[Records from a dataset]
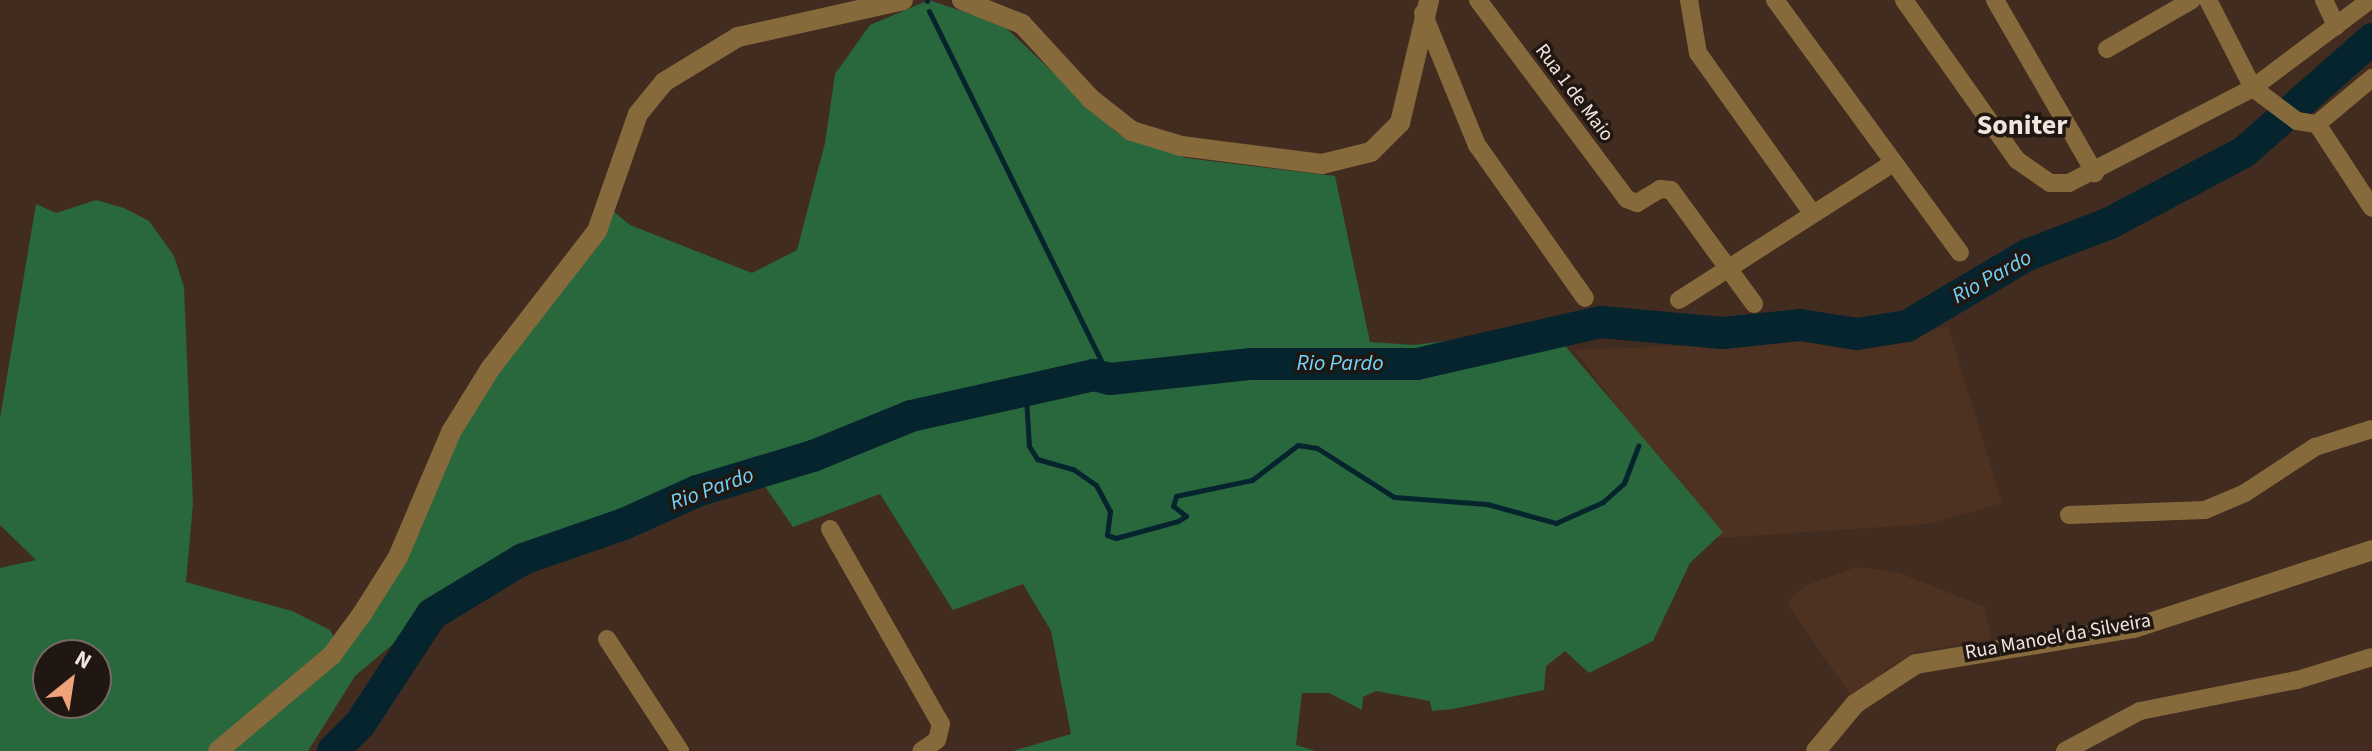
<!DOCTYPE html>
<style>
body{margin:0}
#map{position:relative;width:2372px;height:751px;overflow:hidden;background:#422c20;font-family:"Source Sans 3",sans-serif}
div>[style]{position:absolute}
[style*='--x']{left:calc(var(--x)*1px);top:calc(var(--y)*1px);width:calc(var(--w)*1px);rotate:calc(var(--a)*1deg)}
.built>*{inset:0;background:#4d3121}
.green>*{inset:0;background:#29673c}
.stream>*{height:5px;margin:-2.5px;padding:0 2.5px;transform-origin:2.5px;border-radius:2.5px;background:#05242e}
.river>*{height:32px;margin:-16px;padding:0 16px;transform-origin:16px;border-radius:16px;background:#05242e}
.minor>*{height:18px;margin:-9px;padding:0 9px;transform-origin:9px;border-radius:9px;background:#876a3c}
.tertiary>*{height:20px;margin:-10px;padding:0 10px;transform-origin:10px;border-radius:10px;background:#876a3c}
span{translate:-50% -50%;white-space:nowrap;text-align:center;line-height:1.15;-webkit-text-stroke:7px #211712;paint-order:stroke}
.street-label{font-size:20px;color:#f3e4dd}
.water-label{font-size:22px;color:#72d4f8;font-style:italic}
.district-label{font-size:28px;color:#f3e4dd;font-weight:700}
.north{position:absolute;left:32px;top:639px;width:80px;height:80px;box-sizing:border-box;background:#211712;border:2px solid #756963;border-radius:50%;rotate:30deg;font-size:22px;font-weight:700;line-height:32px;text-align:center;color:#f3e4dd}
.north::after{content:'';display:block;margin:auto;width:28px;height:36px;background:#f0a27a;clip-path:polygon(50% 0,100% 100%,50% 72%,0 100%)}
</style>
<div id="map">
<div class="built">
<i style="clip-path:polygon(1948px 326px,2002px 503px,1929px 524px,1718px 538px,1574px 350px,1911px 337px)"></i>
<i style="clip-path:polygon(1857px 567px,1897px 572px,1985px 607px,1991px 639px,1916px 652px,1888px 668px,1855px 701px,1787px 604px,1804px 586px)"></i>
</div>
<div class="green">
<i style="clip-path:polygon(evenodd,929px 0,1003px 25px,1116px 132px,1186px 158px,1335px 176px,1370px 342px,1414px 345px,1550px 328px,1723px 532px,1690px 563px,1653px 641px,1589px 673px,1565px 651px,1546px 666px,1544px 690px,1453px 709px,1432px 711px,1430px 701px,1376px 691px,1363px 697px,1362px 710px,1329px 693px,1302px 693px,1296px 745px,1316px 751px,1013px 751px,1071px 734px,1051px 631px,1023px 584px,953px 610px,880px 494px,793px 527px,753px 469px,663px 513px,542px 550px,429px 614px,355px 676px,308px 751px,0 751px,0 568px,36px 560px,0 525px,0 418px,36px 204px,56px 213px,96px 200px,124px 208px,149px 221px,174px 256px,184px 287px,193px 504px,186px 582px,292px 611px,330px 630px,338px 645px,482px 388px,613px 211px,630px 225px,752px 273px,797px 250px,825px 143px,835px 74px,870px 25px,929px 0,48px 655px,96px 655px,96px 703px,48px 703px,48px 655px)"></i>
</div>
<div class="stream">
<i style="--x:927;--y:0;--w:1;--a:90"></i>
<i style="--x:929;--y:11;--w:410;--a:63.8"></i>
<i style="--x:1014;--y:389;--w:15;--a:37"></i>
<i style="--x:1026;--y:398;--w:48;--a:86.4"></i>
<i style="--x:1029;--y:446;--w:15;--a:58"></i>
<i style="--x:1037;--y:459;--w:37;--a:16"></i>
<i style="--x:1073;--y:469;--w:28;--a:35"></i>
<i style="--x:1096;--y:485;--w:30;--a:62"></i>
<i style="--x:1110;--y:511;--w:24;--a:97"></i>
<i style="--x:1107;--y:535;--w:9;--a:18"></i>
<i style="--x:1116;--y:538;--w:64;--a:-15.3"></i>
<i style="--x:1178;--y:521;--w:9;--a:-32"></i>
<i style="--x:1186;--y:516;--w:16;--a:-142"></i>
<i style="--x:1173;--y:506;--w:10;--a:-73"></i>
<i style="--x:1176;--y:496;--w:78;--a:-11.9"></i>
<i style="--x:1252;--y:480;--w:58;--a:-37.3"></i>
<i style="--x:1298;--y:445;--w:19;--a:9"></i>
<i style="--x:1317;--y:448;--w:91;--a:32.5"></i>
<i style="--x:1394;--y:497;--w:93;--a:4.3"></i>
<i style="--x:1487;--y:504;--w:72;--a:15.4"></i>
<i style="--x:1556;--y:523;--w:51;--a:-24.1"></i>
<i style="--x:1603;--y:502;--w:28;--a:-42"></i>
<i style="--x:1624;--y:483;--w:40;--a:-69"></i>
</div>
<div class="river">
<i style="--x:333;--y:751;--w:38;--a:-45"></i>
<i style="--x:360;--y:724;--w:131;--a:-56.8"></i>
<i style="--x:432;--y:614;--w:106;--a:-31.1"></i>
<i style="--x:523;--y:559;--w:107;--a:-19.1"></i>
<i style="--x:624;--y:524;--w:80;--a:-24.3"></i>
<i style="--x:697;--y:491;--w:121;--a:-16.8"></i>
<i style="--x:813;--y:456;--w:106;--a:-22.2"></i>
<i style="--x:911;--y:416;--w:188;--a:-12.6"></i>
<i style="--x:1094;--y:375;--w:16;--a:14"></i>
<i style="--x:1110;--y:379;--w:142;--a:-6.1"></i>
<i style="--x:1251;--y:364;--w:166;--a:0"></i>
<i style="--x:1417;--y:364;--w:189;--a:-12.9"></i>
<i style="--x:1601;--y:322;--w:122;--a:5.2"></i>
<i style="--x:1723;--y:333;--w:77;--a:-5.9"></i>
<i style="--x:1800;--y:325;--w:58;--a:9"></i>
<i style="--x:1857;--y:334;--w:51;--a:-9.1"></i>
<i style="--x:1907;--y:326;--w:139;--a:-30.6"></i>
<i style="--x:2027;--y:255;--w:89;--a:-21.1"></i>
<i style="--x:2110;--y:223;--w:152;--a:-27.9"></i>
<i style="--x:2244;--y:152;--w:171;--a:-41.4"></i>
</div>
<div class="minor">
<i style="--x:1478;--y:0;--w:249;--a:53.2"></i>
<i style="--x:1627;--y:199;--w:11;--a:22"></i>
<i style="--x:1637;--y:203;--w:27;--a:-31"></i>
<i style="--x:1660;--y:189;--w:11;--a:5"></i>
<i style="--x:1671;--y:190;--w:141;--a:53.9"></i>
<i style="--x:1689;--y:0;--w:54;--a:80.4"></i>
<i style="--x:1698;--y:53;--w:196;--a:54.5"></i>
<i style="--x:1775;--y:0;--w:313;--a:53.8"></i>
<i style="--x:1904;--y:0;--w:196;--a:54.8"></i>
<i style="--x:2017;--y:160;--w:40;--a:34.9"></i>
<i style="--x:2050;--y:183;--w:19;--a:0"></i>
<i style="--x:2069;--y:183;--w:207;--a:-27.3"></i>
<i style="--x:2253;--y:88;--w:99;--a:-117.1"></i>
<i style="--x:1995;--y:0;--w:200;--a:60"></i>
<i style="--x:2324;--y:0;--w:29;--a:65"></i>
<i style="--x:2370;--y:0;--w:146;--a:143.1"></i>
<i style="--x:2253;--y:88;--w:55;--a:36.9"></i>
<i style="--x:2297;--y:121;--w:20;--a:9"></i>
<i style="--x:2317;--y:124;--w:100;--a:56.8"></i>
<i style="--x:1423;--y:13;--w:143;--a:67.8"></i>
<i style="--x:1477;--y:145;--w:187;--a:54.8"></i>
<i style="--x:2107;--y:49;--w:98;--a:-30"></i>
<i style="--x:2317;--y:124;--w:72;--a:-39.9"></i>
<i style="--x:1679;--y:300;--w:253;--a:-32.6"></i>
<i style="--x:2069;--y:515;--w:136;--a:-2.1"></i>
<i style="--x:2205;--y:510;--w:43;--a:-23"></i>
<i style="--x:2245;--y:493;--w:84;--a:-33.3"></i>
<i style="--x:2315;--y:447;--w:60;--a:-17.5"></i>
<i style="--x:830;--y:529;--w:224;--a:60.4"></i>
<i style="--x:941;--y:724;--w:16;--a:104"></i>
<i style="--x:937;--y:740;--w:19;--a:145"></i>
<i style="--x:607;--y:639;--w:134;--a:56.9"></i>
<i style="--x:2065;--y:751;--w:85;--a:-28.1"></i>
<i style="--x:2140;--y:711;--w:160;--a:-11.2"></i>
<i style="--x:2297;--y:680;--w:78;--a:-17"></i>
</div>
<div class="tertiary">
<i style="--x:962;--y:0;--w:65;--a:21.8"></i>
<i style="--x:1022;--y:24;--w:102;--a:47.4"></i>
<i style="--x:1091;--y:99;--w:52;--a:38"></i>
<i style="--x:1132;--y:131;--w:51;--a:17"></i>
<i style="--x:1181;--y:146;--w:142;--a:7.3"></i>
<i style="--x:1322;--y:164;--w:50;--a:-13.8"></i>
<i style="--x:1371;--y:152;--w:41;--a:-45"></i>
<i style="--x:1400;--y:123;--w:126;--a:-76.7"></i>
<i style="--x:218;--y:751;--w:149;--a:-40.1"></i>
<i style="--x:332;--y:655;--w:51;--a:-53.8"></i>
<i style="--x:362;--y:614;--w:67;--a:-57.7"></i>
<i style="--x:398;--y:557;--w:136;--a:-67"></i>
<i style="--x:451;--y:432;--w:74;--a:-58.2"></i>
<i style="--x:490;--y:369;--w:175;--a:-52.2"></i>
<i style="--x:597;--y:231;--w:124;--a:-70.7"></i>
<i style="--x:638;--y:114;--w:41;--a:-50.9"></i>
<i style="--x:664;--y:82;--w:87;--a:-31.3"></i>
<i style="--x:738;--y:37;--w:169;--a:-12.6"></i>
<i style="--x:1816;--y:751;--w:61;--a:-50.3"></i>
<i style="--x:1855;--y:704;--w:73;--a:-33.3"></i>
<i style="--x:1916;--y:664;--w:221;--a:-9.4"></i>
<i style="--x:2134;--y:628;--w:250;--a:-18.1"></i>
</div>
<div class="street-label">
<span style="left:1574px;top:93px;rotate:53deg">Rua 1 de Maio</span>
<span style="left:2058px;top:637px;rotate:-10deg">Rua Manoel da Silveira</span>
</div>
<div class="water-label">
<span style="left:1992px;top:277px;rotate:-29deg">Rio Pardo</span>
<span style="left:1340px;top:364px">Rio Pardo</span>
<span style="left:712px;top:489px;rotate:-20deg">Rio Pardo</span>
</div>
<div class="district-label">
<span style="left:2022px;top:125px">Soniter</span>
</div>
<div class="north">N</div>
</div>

EXERCISE DESCRIPTION → Search the entries for the word "built", then list each line that holds it.

FINISHED TASK →
.built>*{inset:0;background:#4d3121}
<div class="built">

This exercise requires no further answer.